PROBLEM REQUIREMENTS: Among the lines of the data, copy those that hold "strokeStyle".

Collected data entries:
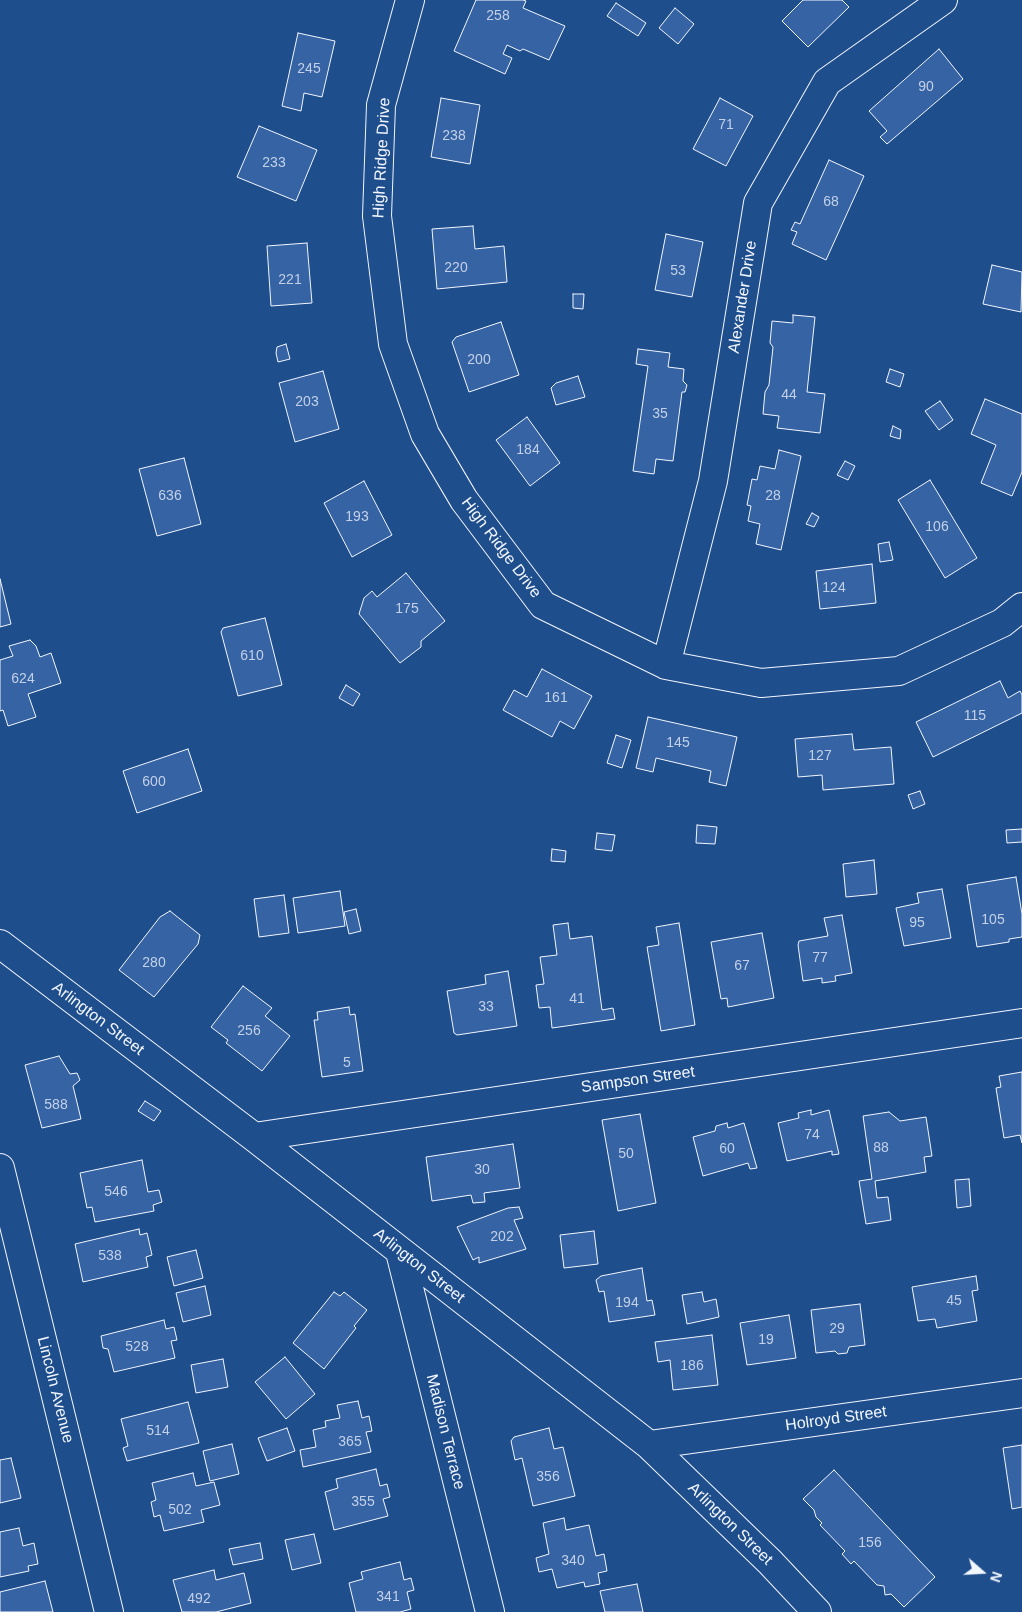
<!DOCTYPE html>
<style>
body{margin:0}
#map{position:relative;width:1022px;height:1612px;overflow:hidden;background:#1f4e8c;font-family:Helvetica,sans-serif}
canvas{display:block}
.north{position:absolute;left:957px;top:1547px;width:50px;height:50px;-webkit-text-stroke:4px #1f4e8c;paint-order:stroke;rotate:109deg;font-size:14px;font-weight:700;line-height:20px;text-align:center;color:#f2f6ff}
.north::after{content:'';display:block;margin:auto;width:18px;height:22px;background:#f2f6ff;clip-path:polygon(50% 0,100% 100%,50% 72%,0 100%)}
</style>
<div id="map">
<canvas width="1022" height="1612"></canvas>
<div class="north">N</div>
</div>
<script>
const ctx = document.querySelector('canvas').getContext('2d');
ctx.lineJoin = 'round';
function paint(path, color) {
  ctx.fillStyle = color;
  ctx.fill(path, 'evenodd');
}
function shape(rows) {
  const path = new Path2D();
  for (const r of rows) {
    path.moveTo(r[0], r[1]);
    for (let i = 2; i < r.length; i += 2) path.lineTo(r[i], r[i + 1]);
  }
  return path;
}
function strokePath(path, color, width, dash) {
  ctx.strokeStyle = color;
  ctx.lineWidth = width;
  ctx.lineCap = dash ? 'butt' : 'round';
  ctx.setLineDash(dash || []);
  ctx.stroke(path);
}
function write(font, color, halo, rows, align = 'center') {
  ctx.font = font + ' Helvetica,sans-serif';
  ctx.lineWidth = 4;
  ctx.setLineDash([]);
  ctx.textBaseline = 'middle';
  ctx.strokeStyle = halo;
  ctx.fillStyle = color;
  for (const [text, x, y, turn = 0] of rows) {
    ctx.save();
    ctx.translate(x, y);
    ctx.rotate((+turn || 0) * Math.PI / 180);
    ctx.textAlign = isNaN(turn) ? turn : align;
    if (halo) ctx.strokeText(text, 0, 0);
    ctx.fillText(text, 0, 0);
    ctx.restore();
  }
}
const building = shape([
 [476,0,523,0,526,1,523,8,565,26,549,60,523,49,520,51,507,45,503,54,512,58,505,74,454,51,476,0],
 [803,0,842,0,849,7,808,47,782,21,803,0],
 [616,3,646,23,638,36,607,16,616,3],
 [675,8,694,24,678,44,659,28,675,8],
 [298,33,335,41,322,97,304,93,301,111,282,106,298,33],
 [939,49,963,79,887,144,880,137,887,131,869,111,939,49],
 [441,98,480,105,470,164,431,157,441,98],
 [720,98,753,116,726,166,693,149,720,98],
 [259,126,317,150,296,201,237,177,259,126],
 [829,160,864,176,826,260,792,244,797,232,791,230,795,222,800,224,829,160],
 [473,226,475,249,504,246,507,282,437,289,432,229,473,226],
 [666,234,703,242,692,297,655,290,666,234],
 [307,243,312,303,271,306,267,246,307,243],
 [992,265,1022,272,1021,312,983,304,992,265],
 [573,294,584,294,583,309,573,308,573,294],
 [793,315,815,317,807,392,825,394,820,433,777,428,779,416,763,414,765,392,769,385,773,347,770,343,772,321,793,323,793,315],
 [501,322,519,375,469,392,452,342,456,337,501,322],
 [286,344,290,359,278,362,276,353,277,347,286,344],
 [638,349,670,353,668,367,684,369,683,381,687,385,685,392,682,392,673,461,656,459,654,474,633,471,648,366,636,364,638,349],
 [890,369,904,374,900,387,886,382,890,369],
 [323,371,339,429,295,442,279,383,323,371],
 [578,376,585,397,556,405,551,388,556,383,578,376],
 [985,399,1022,414,1022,472,1012,496,981,483,996,445,971,434,985,399],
 [940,401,953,420,939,430,925,411,940,401],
 [527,417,560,463,530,486,496,440,527,417],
 [893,426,901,430,900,439,890,436,893,426],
 [779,450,801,456,781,550,756,544,760,524,748,521,751,506,747,505,752,479,757,480,760,466,775,469,779,450],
 [184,458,201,524,157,536,139,469,184,458],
 [845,461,855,466,848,480,837,475,845,461],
 [930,480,977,558,945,578,898,500,930,480],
 [364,481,392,535,352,557,324,503,364,481],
 [812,513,819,517,814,527,806,524,812,513],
 [889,542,893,560,880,562,878,544,889,542],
 [872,564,876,603,820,609,816,571,872,564],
 [406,573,445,621,421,641,421,647,400,663,359,614,364,598,372,591,377,597,406,573],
 [0,579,11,624,0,627,0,579],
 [265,618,282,685,238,696,221,632,223,628,265,618],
 [30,640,36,646,40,657,51,653,61,683,28,694,36,717,8,726,3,710,0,711,0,660,13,656,9,646,30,640],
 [542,669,592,696,574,729,560,721,552,737,503,710,514,690,527,697,542,669],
 [1000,681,1008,698,1020,691,1022,695,1022,713,933,757,916,722,1000,681],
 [346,685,360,694,353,706,339,698,346,685],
 [648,717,737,737,726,786,709,782,711,771,656,758,653,772,636,768,648,717],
 [852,734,854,750,891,747,894,784,823,790,822,775,798,777,795,739,852,734],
 [616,735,631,740,622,768,607,763,616,735],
 [188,749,202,791,137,813,123,771,188,749],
 [920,791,925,804,913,809,908,795,920,791],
 [697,825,717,827,715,844,696,843,697,825],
 [1022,829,1022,842,1007,843,1006,830,1022,829],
 [597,833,615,835,612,851,595,849,597,833],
 [552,849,566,851,565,862,551,861,552,849],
 [874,860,877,894,846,897,843,864,874,860],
 [1016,877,1022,914,1022,937,1009,939,1009,942,977,947,967,885,1016,877],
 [942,889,951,938,904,946,896,908,919,903,917,893,942,889],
 [340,891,345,926,298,933,293,898,340,891],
 [284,895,289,933,259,937,254,899,284,895],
 [356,909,361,931,349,934,344,912,356,909],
 [170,911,200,935,198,944,154,997,119,970,160,917,170,911],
 [842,915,852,973,835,976,836,981,822,983,822,978,803,981,798,945,799,941,828,936,824,918,842,915],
 [568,923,570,939,592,936,602,1010,613,1008,615,1019,552,1028,550,1007,539,1008,536,985,544,984,540,957,557,955,553,925,568,923],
 [679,923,695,1025,661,1031,647,947,659,945,656,927,679,923],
 [762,933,774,998,728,1007,727,998,721,999,711,942,762,933],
 [508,971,517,1026,457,1035,454,1033,447,991,486,984,485,975,508,971],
 [243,986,272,1008,265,1016,290,1036,262,1071,226,1043,228,1040,211,1027,243,986],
 [349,1007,350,1015,355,1014,363,1071,322,1077,314,1020,318,1020,317,1012,349,1007],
 [59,1056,70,1074,77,1073,80,1080,73,1086,81,1119,42,1128,25,1065,59,1056],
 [1022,1072,1022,1143,1020,1135,1004,1138,996,1088,1001,1087,999,1076,1022,1072],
 [145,1101,161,1111,154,1121,138,1111,145,1101],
 [811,1110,811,1115,829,1110,839,1154,832,1155,832,1151,787,1161,778,1123,799,1118,798,1113,811,1110],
 [889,1112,900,1121,926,1117,932,1156,924,1157,926,1172,875,1181,877,1198,888,1197,891,1220,866,1224,859,1181,872,1179,863,1116,889,1112],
 [640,1114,656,1203,618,1211,602,1120,640,1114],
 [727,1123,728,1128,744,1123,757,1168,750,1169,748,1163,703,1176,693,1137,715,1131,716,1126,727,1123],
 [513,1144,520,1188,484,1193,485,1202,473,1203,471,1195,432,1201,426,1157,513,1144],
 [142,1160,148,1192,159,1190,162,1202,153,1205,154,1211,95,1222,92,1207,87,1208,80,1173,142,1160],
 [969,1179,971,1206,957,1208,955,1180,969,1179],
 [519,1207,523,1218,514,1220,526,1249,479,1263,479,1257,473,1260,457,1227,508,1208,519,1207],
 [139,1229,140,1235,147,1233,152,1255,146,1257,148,1267,83,1282,75,1244,139,1229],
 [594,1231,598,1264,564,1268,560,1235,594,1231],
 [196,1250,203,1278,174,1286,167,1257,196,1250],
 [642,1268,647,1301,652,1300,655,1315,609,1322,604,1291,599,1292,596,1280,601,1276,642,1268],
 [976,1276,978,1290,972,1291,977,1321,937,1328,935,1319,918,1321,912,1287,976,1276],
 [205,1286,211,1315,183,1322,176,1293,205,1286],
 [334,1292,340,1296,344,1292,367,1310,354,1326,356,1328,324,1369,293,1343,334,1292],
 [702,1292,704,1302,716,1299,719,1317,687,1324,682,1295,702,1292],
 [860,1304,865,1345,849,1347,847,1353,838,1354,835,1351,816,1353,811,1310,860,1304],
 [789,1315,796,1358,747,1365,740,1323,789,1315],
 [164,1320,166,1329,174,1327,177,1340,171,1341,175,1358,114,1372,108,1349,103,1348,101,1336,164,1320],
 [712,1335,718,1385,673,1390,670,1360,658,1362,655,1342,712,1335],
 [285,1357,315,1394,286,1419,255,1382,285,1357],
 [223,1359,228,1387,196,1393,191,1365,223,1359],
 [358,1401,362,1418,369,1416,372,1431,366,1432,371,1452,303,1467,300,1450,316,1447,313,1430,326,1427,325,1421,340,1418,337,1405,358,1401],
 [188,1402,199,1443,127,1461,123,1448,128,1446,121,1419,188,1402],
 [287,1428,295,1451,267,1461,258,1438,287,1428],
 [549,1428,554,1449,563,1447,575,1496,533,1506,522,1458,515,1460,511,1441,514,1437,549,1428],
 [232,1444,239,1474,210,1481,203,1451,232,1444],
 [1022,1445,1022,1507,1012,1509,1003,1448,1022,1445],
 [11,1458,21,1498,0,1503,0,1460,11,1458],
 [376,1469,380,1486,387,1484,390,1497,383,1499,388,1516,334,1530,325,1492,338,1488,336,1479,376,1469],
 [834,1470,935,1577,904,1607,891,1594,885,1595,884,1586,877,1585,854,1561,851,1564,842,1554,845,1551,820,1525,822,1523,816,1517,814,1510,803,1499,834,1470],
 [193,1473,196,1486,214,1482,220,1505,201,1510,204,1522,164,1531,160,1515,154,1517,151,1502,156,1500,152,1483,193,1473],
 [564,1518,566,1530,589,1525,596,1556,604,1554,607,1571,598,1573,600,1584,585,1587,584,1582,557,1588,552,1569,539,1572,536,1558,549,1554,543,1523,564,1518],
 [19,1528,23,1546,34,1543,38,1564,28,1566,29,1571,0,1577,0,1532,19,1528],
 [314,1534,321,1563,292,1570,285,1540,314,1534],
 [260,1543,263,1559,233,1565,229,1549,260,1543],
 [400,1562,404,1580,411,1578,414,1590,407,1592,411,1609,400,1612,356,1612,349,1583,363,1579,361,1572,400,1562],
 [214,1570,216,1580,244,1573,251,1603,216,1612,182,1612,173,1580,214,1570],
 [45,1581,53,1612,0,1612,0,1592,45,1581],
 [637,1584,643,1612,605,1612,600,1591,637,1584]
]);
const minor = shape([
 [410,0,381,105,377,216,393,344,425,434,464,500,543,605,666,665,761,683,899,671,1002,623,1022,607],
 [666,665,713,481,758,203,827,82,943,0],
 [0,944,254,1137,649,1445,770,1562,817,1612],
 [254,1137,1022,1023],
 [0,1168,109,1612],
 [400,1252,490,1612],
 [649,1445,1022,1393]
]);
const numberNames = [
 ["258",498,16],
 ["245",309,69],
 ["90",926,87],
 ["71",726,125],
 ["238",454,136],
 ["233",274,163],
 ["68",831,202],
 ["220",456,268],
 ["53",678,271],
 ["221",290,280],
 ["200",479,360],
 ["44",789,395],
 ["203",307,402],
 ["35",660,414],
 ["184",528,450],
 ["636",170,496],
 ["28",773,496],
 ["193",357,517],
 ["106",937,527],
 ["124",834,588],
 ["175",407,609],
 ["610",252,656],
 ["624",23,679],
 ["161",556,698],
 ["115",975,716],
 ["145",678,743],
 ["127",820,756],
 ["600",154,782],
 ["105",993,920],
 ["95",917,923],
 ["77",820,958],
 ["280",154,963],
 ["67",742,966],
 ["41",577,999],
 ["33",486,1007],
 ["256",249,1031],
 ["5",347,1063],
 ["588",56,1105],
 ["74",812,1135],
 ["88",881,1148],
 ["60",727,1149],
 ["50",626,1154],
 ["30",482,1170],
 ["546",116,1192],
 ["202",502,1237],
 ["538",110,1256],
 ["45",954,1301],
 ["194",627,1303],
 ["29",837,1329],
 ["19",766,1340],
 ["528",137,1347],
 ["186",692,1366],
 ["514",158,1431],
 ["365",350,1442],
 ["356",548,1477],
 ["355",363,1502],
 ["502",180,1510],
 ["156",870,1543],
 ["340",573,1561],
 ["341",388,1597],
 ["492",199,1599]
];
const streetNames = [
 ["High Ridge Drive",382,158,-87],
 ["Alexander Drive",743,297,-81],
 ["High Ridge Drive",501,548,53],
 ["Arlington Street",98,1019,37],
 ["Sampson Street",638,1080,-8],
 ["Arlington Street",419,1266,38],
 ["Lincoln Avenue",55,1390,76],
 ["Holroyd Street",836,1419,-8],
 ["Madison Terrace",445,1432,76],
 ["Arlington Street",730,1524,44]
];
paint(building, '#3563a3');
strokePath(building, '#f2f6ff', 1);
strokePath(minor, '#f2f6ff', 30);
strokePath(minor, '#1f4e8c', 28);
write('14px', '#c3d1e8', null, numberNames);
write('16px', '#f2f6ff', '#1f4e8c', streetNames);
</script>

EXERCISE ANSWER:
  ctx.strokeStyle = color;
  ctx.strokeStyle = halo;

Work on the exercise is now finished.